AMÍLCAR CABRAL
XXV
QUEM TEM MEDO MORRE DEPRESSA
(MARCELINO
DA MATA)
A sorte protege mais os prudentes que os
audazes e o lema dos "comandos" não corresponde à realidade. Marcelino da Mata é claramente uma exceção. Participou em inúmeras
operações militares tendo sido raramente ferido pelo adversário. Em contrapartida, foi atingido por
fogo amigo pelo menos quatro vezes e sofreu ainda dois acidentes de viação de
certa gravidade.
Nunca fui ferido em
combate, mas fui ferido várias vezes dentro dos quartéis. Apanhei um tiro numa
perna quando ia a atravessar uma parada, dado por um tipo que estava sentado à
porta da caserna a limpar a arma: fiquei dois dias no quartel; e apanhei três tiros
de rajada no ombro, dados por um amigo meu que, na brincadeira, visou baixo de
mais. Os grupos que tive foram “Os Roncos” que eram 15 pretos e 15 brancos e
davam-se todos como irmãos; comigo tinha que ser assim. Parti a cabeça em Farim
em 68, numa noite em que estava num destacamento e havia outro a dois quilómetros que
estava a ser atacado. Metemo-nos numa viatura e, num cruzamento, ao virar, o
inimigo emboscado deu uma bazucada na roda do jipe: dei seis cambalhotas, bati com
a cabeça e parti um braço que ficou com o osso todo esmigalhado; levantei-me e
eles começaram a gritar “agarra!”, disparei com o outro braço e fiz dois mortos;
eles fugiram e a seguir desmaiei. Puseram-me um bocado de metal. Uns tempos
depois um condutor despistou o Unimog, demos várias cambalhotas e o metal
entortou; puseram-me outro e noutra operação caí mal ao saltar dum helicóptero, o ferro voltou a entortar e tiveram que me meter outro.
Marcelino
da Mata é de etnia papel, tal como Nino Vieira. Nasceu em Tite, em 1940 e teve
acesso a uma educação melhor do que a média dos seus conterrâneos. Diz ter
feito o sétimo ano, embora não se entenda se incluiu na conta a escolaridade
primária.
A sua
incorporação no exército é, pelo menos, curiosa.
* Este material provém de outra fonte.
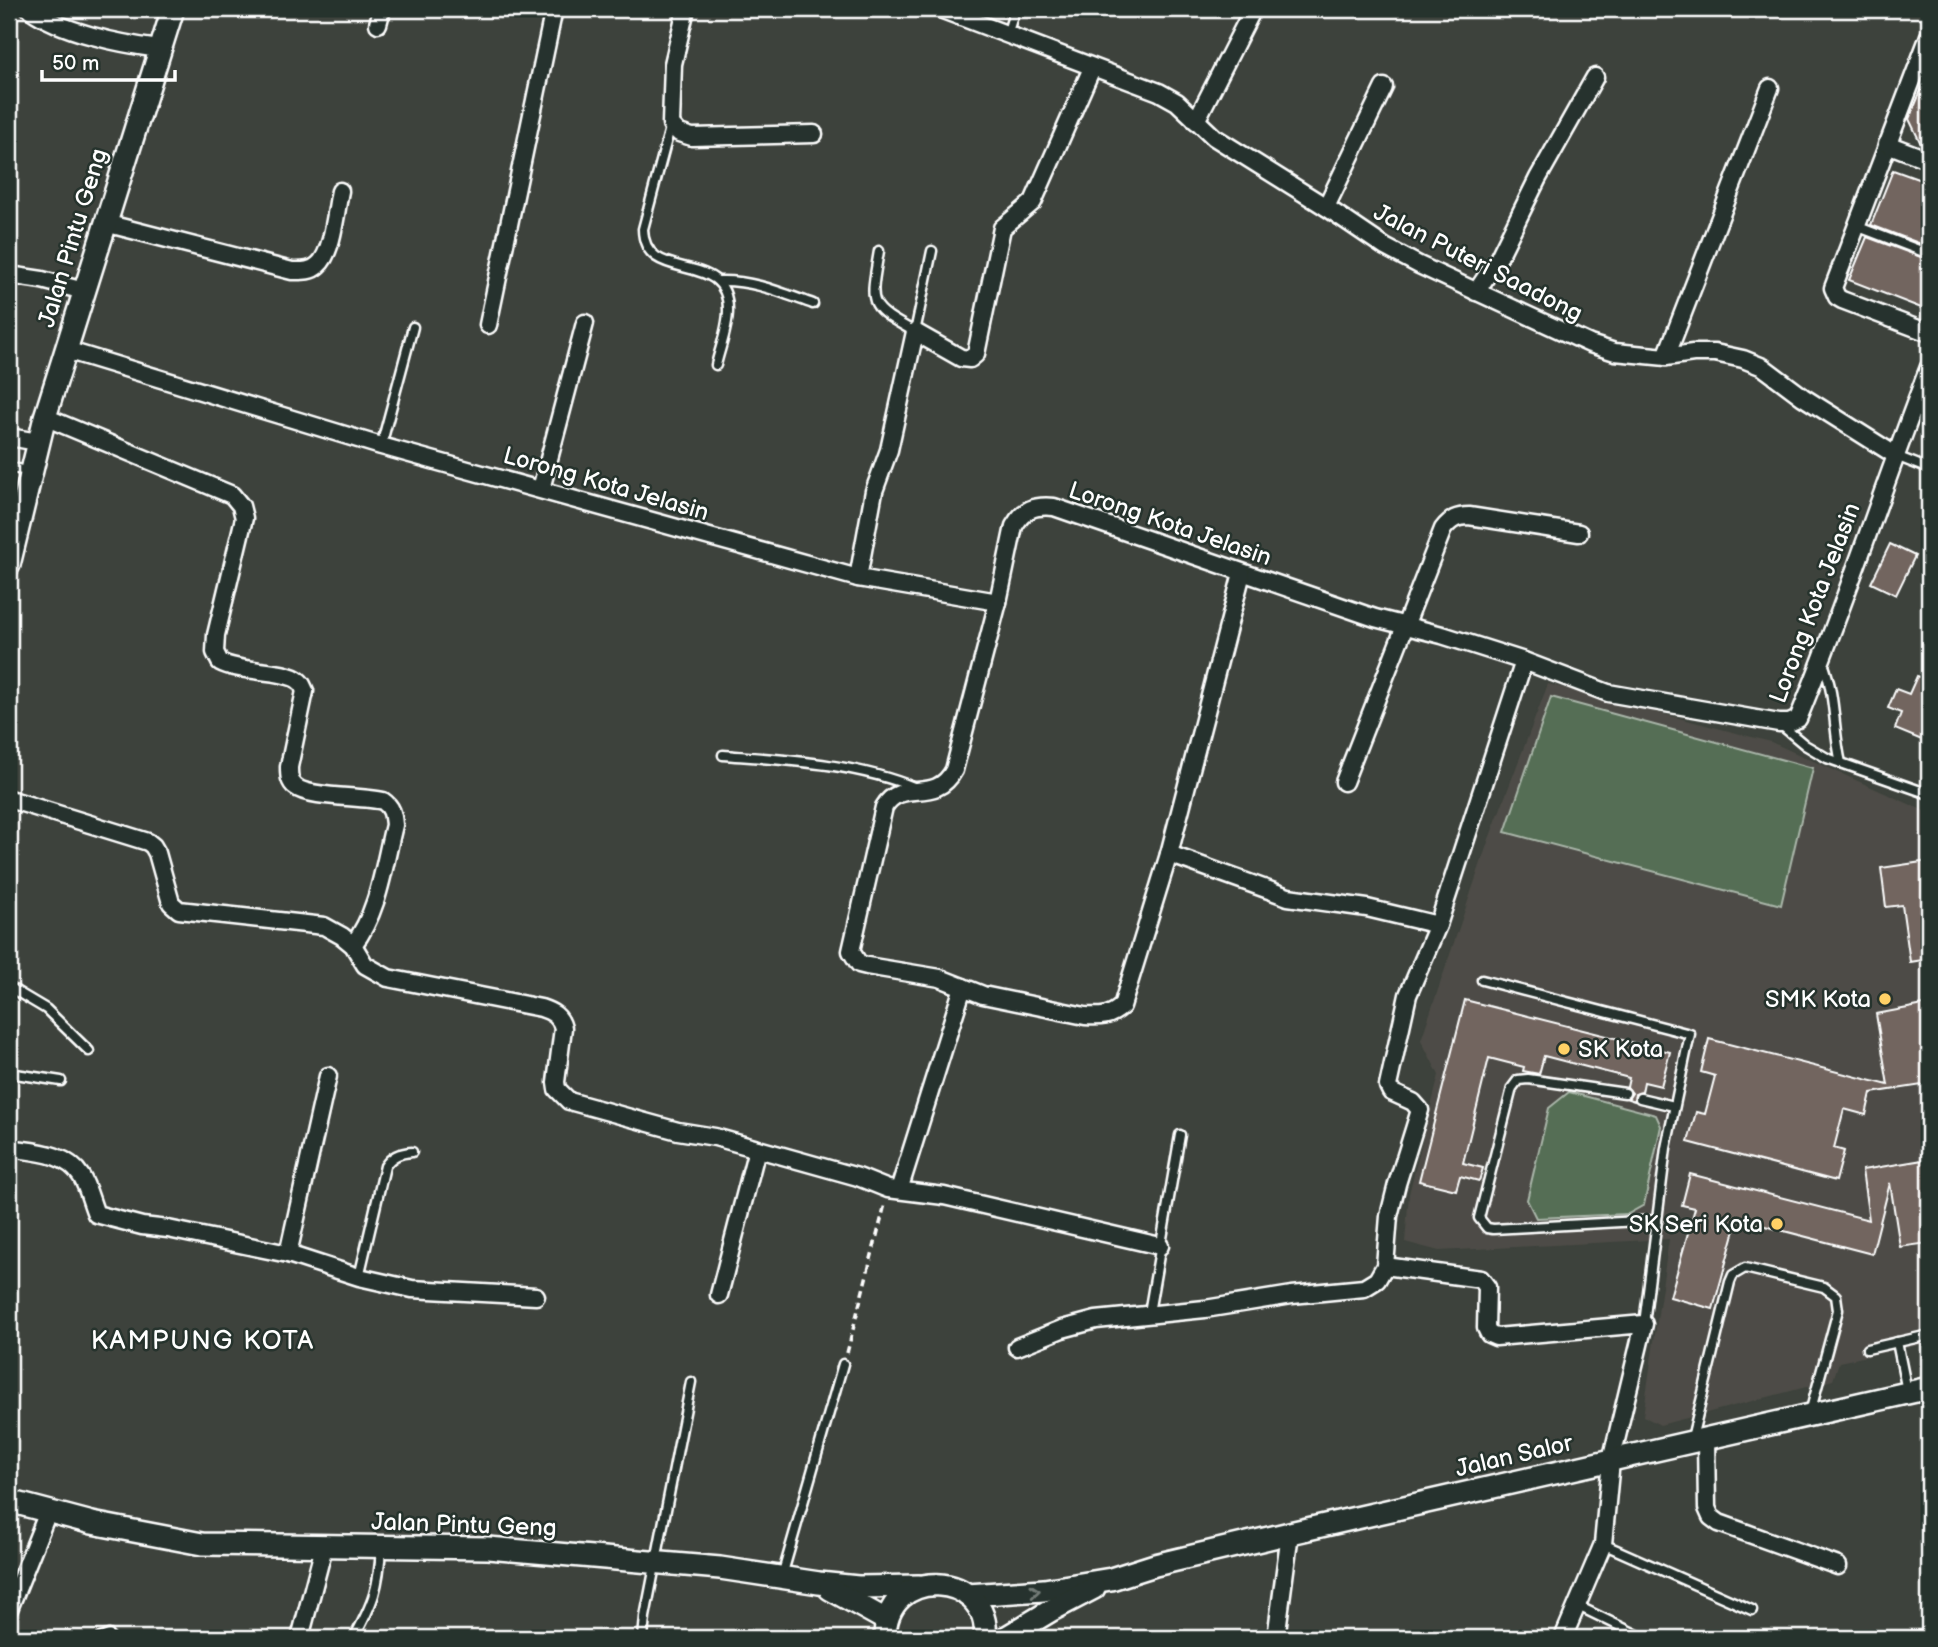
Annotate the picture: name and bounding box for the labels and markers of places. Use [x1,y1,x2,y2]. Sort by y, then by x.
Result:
place label: SMK Kota [1765,985,1871,1014]
marker: SMK Kota [1877,991,1893,1007]
place label: SK Kota [1578,1035,1663,1064]
marker: SK Kota [1556,1041,1572,1057]
place label: SK Seri Kota [1629,1210,1763,1239]
marker: SK Seri Kota [1769,1216,1785,1232]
Conta ter entrado para a
tropa, em Bolama, em lugar do irmão mais velho e com o nome dele. Tornou-se
soldado condutor. Ouçamo-lo:
Fui
para a escola de cabos mas como falo muitos dialetos (balanta, mandinga, fula,
mandeco, mancai, um pouco de nalu e de beafada), qualquer tropa que ia para o
mato em operações me levava como intérprete.
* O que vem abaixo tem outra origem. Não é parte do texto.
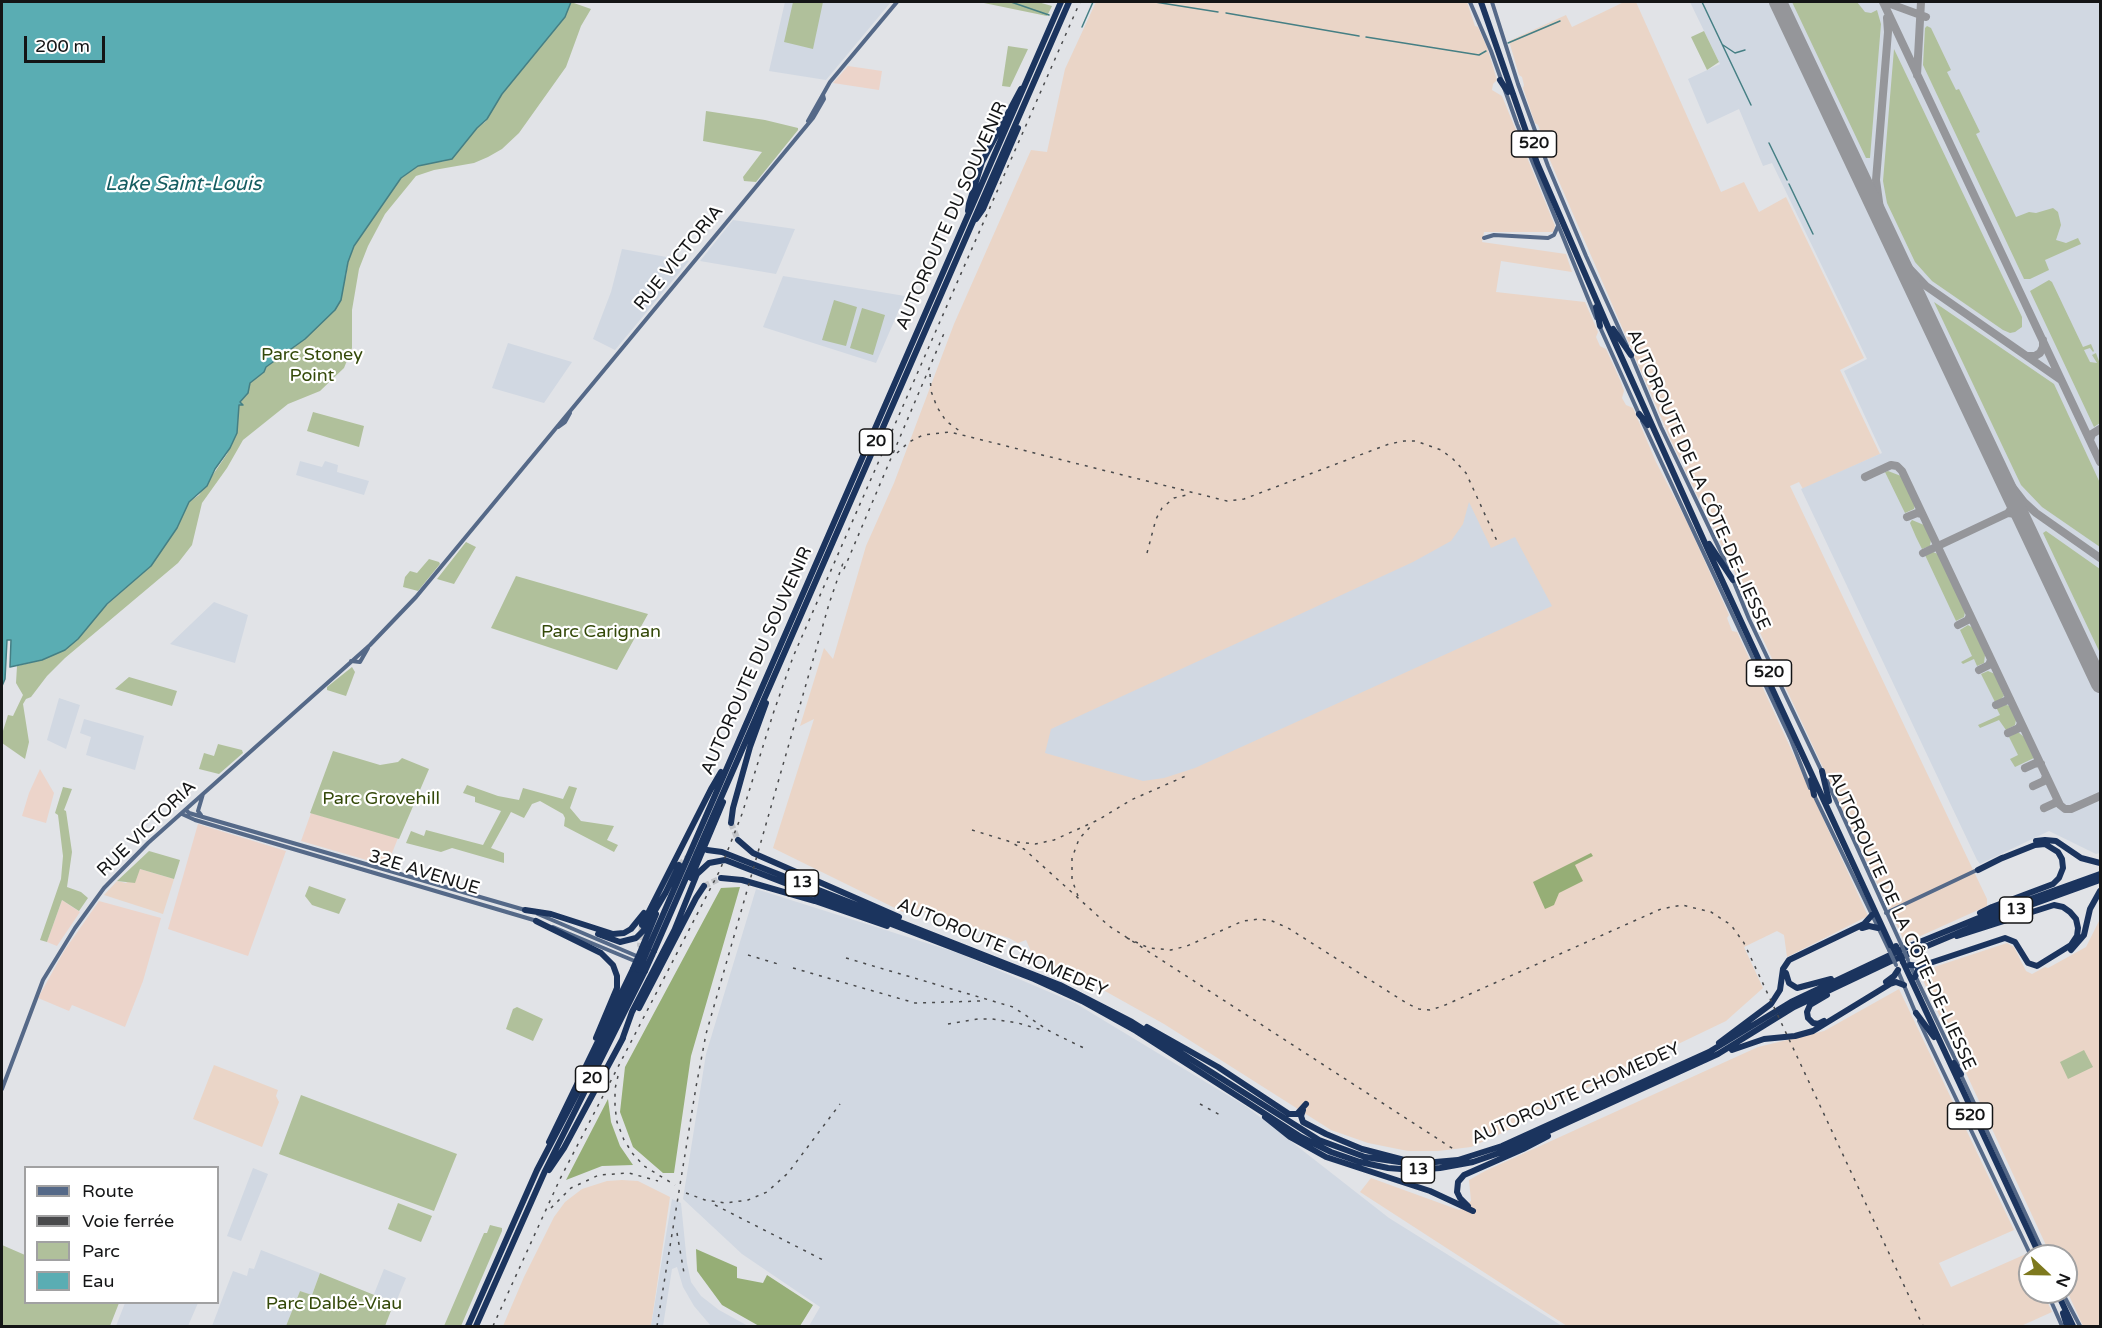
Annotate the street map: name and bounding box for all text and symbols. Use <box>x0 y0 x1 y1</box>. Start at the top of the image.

Comecei a perceber o que estava em causa,
quando a guerra começou: eu tinha de lutar de um lado; e esse lado era, e é, Portugal.
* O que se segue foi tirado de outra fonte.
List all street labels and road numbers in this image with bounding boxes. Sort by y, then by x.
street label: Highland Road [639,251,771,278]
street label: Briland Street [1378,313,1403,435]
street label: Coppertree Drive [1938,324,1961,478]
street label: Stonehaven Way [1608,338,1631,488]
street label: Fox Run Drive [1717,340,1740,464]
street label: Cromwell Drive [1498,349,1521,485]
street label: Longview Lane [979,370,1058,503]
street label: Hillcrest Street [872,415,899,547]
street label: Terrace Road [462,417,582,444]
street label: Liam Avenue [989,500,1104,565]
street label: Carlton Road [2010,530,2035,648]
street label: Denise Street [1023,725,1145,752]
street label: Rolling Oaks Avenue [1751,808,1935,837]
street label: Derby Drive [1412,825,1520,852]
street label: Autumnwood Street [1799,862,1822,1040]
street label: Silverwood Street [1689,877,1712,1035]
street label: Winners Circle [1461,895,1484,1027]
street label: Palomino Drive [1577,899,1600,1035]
A princípio não percebia nada de política, mas como não gostava de cabo-verdianos
e eles estavam à frente do PAIGC, eu estava contra eles; depois, comecei a não
gostar do comunismo. Quando se apanhava alguém no mato, ele ou ela dizia logo
que não falava português e então eu perguntava de que etnia era, e interpretava
para o oficial comandante. Foi nessas operações em que servia de intérprete que
me habituei a estar debaixo de fogo, que comecei a ganhar prática. Apareceu um
alferes chamado Maurício Saraiva a pedir voluntários para formar um grupo de
“comandos” e eu ofereci-me.
Mal terminou o curso de
“comandos”, foi enviado para um navio de guerra e desembarcado na ilha de Como.
Começara a operação “Tridente”.
Havia operações de noite e
de dia, bombardeamentos de noite e de dia. A ilha estava ocupada pelo PAIGC. Tinha
árvores muito cerradas, com mais de 100 metros de altura: isso causava
problemas com os bombardeamentos, porque as bombas rebentavam nas copas. De
dia, a um metro, não se via ninguém: só dávamos pelo inimigo quando ele abria
fogo; a ilha é toda cheia de pântanos. Tínhamos lodo até aos joelhos e água até
à cintura.
É
provável que as árvores parecessem mais altas vistas de baixo. Por outro lado,
Marcelino da Mata sempre gostou de exagerar. Não
se pode acreditar em tudo o que contam guerreiros, pescadores e caçadores.
Estivemos lá 75 dias com o meu grupo a trabalhar com o Batalhão de
Cavalaria 490 e outras forças. Tivemos algumas baixas, mas limpámos a ilha
toda. Houve uma dezena de evacuados por causa da matacanha, um bicho que se
mete debaixo das unhas. Eles sofreram 3 ou 4 vezes mais mortos. Deixámos lá
ficar uma companhia de caçadores. Conheci lá o comandante Calvão.
O
que dava cabo dos brancos era o clima e a água, que não prestava. A maior parte
dos brancos que fizeram a tropa na Guiné vieram com o estômago rebentado; a
água não prestava, o clima era húmido, havia um calor enorme. Mas, pior do que
isso, é que os brancos iam daqui sem conhecer o terreno, sem instrução nenhuma.
A
guerra na Guiné fazia-se assim: destruíamos os acampamentos, apanhávamos os
gajos e o material.
Saí
dos “comandos”. Fui para Farim, no norte, falei com o comandante,
tenente-coronel Agostinho Ferreira, do Batalhão 1887. Pedi-lhe para me deixar
formar um grupo especial (“Os Roncos”). Na altura a aviação não ia a Farim, a
coluna não se fazia, os barcos também não iam lá. Estava tudo bloqueado e o
povo tinha fome. Eu formei o grupo, instruí os homens e começámos a atuar.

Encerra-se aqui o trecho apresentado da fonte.